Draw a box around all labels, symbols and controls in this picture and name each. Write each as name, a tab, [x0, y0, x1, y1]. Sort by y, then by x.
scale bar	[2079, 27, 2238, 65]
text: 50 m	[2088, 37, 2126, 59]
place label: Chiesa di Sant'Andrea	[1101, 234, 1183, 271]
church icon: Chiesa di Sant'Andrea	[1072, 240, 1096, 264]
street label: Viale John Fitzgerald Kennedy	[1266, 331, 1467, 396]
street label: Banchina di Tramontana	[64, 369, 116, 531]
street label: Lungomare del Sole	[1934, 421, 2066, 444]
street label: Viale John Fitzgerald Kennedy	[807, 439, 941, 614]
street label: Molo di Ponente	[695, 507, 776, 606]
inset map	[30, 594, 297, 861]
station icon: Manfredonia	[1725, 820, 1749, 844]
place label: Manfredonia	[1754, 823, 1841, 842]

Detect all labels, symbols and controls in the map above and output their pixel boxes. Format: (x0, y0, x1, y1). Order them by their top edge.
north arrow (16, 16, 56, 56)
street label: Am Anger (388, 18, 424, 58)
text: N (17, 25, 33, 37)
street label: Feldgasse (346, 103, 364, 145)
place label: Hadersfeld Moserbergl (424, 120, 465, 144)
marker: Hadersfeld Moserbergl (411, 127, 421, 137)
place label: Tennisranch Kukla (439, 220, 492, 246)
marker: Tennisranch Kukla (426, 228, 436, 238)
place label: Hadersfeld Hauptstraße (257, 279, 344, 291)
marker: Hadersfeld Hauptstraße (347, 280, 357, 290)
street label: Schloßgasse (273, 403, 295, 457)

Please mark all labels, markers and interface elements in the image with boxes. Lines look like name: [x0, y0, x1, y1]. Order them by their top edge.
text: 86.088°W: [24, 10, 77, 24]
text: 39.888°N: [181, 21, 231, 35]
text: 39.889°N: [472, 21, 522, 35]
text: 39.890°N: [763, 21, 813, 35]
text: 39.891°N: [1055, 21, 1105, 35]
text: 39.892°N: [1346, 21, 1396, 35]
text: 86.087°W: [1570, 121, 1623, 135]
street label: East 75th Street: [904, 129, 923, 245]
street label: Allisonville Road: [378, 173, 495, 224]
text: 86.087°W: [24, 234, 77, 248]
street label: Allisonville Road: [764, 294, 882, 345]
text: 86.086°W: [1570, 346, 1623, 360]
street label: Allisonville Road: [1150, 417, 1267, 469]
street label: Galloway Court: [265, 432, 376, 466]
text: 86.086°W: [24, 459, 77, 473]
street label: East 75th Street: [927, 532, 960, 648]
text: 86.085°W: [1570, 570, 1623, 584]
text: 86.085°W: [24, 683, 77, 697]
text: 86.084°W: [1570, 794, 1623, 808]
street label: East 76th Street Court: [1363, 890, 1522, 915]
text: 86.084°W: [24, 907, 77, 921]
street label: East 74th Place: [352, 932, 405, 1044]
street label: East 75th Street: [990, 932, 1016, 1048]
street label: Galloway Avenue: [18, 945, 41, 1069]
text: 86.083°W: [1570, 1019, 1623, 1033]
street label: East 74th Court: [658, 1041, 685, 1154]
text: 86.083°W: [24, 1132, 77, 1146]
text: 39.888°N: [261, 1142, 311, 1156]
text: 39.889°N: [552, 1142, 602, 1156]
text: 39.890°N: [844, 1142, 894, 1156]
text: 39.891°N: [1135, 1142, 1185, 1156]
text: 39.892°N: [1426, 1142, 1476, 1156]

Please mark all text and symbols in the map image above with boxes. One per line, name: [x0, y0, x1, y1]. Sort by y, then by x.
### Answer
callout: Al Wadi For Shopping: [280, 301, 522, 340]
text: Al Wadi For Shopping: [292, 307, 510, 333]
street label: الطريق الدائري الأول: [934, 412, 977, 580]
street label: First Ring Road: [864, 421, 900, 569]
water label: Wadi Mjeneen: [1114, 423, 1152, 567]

------------------------------

WORK TASK: Above are the records; from them, give again exactly the lines from the one containing "Please mark all labels, markers" to the one containing "Please mark all text", both lines included, and nothing more.

RESULT FOR THIS EXERCISE:
Please mark all labels, markers and interface elements in the image with boxes. Lines look like name: [x0, y0, x1, y1]. Order them by their top edge.
text: 86.088°W: [24, 10, 77, 24]
text: 39.888°N: [181, 21, 231, 35]
text: 39.889°N: [472, 21, 522, 35]
text: 39.890°N: [763, 21, 813, 35]
text: 39.891°N: [1055, 21, 1105, 35]
text: 39.892°N: [1346, 21, 1396, 35]
text: 86.087°W: [1570, 121, 1623, 135]
street label: East 75th Street: [904, 129, 923, 245]
street label: Allisonville Road: [378, 173, 495, 224]
text: 86.087°W: [24, 234, 77, 248]
street label: Allisonville Road: [764, 294, 882, 345]
text: 86.086°W: [1570, 346, 1623, 360]
street label: Allisonville Road: [1150, 417, 1267, 469]
street label: Galloway Court: [265, 432, 376, 466]
text: 86.086°W: [24, 459, 77, 473]
street label: East 75th Street: [927, 532, 960, 648]
text: 86.085°W: [1570, 570, 1623, 584]
text: 86.085°W: [24, 683, 77, 697]
text: 86.084°W: [1570, 794, 1623, 808]
street label: East 76th Street Court: [1363, 890, 1522, 915]
text: 86.084°W: [24, 907, 77, 921]
street label: East 74th Place: [352, 932, 405, 1044]
street label: East 75th Street: [990, 932, 1016, 1048]
street label: Galloway Avenue: [18, 945, 41, 1069]
text: 86.083°W: [1570, 1019, 1623, 1033]
street label: East 74th Court: [658, 1041, 685, 1154]
text: 86.083°W: [24, 1132, 77, 1146]
text: 39.888°N: [261, 1142, 311, 1156]
text: 39.889°N: [552, 1142, 602, 1156]
text: 39.890°N: [844, 1142, 894, 1156]
text: 39.891°N: [1135, 1142, 1185, 1156]
text: 39.892°N: [1426, 1142, 1476, 1156]

Please mark all text and symbols in the map image above with boxes. One per line, name: [x0, y0, x1, y1]. Sort by y, then by x.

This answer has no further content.